_Supplied information_:

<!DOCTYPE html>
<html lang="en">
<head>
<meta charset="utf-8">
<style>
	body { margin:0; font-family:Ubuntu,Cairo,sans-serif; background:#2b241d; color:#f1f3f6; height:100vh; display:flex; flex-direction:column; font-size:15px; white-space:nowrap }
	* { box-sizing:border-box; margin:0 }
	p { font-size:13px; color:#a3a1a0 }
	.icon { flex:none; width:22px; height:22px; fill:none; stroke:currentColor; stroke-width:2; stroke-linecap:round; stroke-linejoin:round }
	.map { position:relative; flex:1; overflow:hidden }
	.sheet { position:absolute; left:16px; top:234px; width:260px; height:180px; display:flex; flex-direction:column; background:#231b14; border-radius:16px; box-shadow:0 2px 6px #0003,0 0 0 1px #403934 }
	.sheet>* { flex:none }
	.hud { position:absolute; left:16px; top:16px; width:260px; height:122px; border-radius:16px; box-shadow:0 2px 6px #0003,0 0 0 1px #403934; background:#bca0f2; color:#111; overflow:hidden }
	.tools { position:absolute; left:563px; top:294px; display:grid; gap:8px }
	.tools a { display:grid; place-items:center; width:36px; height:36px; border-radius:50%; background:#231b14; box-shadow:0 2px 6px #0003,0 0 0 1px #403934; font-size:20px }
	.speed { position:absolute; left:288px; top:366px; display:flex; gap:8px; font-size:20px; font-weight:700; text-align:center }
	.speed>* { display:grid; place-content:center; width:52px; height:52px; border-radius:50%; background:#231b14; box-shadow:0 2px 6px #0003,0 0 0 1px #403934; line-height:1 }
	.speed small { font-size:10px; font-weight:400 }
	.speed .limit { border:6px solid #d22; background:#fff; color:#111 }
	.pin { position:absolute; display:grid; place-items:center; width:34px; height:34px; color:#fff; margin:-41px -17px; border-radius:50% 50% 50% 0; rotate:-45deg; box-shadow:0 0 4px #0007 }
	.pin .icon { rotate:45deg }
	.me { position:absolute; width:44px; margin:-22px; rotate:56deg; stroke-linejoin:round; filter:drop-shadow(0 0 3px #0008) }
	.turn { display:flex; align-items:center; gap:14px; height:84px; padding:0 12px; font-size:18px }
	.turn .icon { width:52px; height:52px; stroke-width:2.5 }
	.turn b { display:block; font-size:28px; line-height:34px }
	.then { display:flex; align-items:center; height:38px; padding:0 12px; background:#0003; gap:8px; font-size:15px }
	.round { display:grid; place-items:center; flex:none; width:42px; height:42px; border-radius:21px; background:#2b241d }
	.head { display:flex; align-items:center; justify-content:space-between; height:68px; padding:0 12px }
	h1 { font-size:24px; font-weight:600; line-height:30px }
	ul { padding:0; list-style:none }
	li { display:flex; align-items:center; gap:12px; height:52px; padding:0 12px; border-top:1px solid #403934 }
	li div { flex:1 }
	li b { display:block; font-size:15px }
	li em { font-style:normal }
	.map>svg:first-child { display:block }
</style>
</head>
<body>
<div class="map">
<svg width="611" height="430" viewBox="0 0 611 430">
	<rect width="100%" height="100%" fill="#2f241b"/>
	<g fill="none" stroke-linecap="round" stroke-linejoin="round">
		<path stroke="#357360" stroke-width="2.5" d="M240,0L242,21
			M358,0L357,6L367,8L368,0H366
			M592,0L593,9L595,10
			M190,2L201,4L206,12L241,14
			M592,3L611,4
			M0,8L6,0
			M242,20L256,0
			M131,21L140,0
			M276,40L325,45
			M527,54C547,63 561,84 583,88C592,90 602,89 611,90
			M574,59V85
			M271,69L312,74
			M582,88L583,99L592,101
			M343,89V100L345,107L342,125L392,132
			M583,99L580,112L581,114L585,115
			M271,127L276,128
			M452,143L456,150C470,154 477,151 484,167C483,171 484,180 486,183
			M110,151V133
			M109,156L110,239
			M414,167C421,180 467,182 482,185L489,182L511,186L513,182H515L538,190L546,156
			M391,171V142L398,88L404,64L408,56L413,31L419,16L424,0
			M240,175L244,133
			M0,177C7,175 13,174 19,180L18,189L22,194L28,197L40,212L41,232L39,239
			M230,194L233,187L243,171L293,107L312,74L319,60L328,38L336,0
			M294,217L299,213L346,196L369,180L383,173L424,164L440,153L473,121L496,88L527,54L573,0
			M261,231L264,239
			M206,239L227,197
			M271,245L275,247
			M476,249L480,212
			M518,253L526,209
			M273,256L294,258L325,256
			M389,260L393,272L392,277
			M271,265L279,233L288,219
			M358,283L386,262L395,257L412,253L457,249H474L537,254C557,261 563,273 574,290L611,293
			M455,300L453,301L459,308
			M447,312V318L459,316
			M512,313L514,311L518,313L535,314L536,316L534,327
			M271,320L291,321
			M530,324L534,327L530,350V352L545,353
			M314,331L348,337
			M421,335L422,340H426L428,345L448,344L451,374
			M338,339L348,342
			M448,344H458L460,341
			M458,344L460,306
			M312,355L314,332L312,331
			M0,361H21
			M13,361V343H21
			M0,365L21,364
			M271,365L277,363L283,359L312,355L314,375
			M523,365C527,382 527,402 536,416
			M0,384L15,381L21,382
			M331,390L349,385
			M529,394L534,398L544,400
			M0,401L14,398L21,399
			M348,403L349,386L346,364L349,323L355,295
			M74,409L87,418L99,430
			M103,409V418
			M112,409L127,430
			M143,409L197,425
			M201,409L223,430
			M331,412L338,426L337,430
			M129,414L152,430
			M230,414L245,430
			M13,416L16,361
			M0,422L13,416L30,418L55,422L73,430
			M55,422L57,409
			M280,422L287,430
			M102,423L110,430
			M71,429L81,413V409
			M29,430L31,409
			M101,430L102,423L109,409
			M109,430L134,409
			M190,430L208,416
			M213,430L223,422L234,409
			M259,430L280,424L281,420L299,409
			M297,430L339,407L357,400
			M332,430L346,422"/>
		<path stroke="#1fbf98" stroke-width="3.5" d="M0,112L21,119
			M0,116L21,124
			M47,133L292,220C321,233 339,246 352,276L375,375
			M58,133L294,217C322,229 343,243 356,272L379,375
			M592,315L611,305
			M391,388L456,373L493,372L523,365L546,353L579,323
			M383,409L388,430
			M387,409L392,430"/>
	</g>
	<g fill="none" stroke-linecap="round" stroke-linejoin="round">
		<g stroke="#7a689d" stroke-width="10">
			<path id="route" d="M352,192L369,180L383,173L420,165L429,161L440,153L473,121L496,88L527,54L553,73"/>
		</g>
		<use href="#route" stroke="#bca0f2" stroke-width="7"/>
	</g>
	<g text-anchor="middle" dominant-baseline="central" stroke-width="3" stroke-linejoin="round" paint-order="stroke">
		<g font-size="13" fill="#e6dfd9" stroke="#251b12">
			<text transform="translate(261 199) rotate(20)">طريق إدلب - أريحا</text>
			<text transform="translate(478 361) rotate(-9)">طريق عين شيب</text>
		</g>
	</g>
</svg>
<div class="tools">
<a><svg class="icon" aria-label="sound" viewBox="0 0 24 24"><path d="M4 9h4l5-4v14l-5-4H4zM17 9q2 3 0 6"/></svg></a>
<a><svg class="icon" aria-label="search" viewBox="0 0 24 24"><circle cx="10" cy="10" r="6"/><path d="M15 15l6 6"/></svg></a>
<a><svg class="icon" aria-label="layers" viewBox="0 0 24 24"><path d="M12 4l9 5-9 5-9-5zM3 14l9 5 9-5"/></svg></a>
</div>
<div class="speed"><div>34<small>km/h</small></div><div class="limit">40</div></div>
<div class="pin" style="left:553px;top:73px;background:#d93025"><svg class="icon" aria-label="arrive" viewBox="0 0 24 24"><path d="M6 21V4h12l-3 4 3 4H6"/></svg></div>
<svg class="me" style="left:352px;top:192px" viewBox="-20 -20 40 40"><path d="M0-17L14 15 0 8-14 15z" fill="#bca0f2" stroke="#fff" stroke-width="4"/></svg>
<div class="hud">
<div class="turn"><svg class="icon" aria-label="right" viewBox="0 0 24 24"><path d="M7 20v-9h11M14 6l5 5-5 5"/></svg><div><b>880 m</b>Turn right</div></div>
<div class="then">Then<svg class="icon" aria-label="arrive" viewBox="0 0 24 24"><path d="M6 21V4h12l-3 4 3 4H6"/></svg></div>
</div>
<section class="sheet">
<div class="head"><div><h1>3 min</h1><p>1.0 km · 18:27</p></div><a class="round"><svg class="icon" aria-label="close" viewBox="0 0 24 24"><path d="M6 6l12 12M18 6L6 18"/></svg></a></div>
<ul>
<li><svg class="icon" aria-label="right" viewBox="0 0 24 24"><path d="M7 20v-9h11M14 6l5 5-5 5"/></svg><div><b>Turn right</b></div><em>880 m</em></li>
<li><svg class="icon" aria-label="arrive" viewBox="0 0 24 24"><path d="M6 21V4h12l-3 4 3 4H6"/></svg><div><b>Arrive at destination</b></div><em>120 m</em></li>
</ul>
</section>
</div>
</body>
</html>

_Task to complete_:
Some lines contain the word "tools". Pull each one out of the listing.

_Response to this exercise_:
	.tools { position:absolute; left:563px; top:294px; display:grid; gap:8px }
	.tools a { display:grid; place-items:center; width:36px; height:36px; border-radius:50%; background:#231b14; box-shadow:0 2px 6px #0003,0 0 0 1px #403934; font-size:20px }
<div class="tools">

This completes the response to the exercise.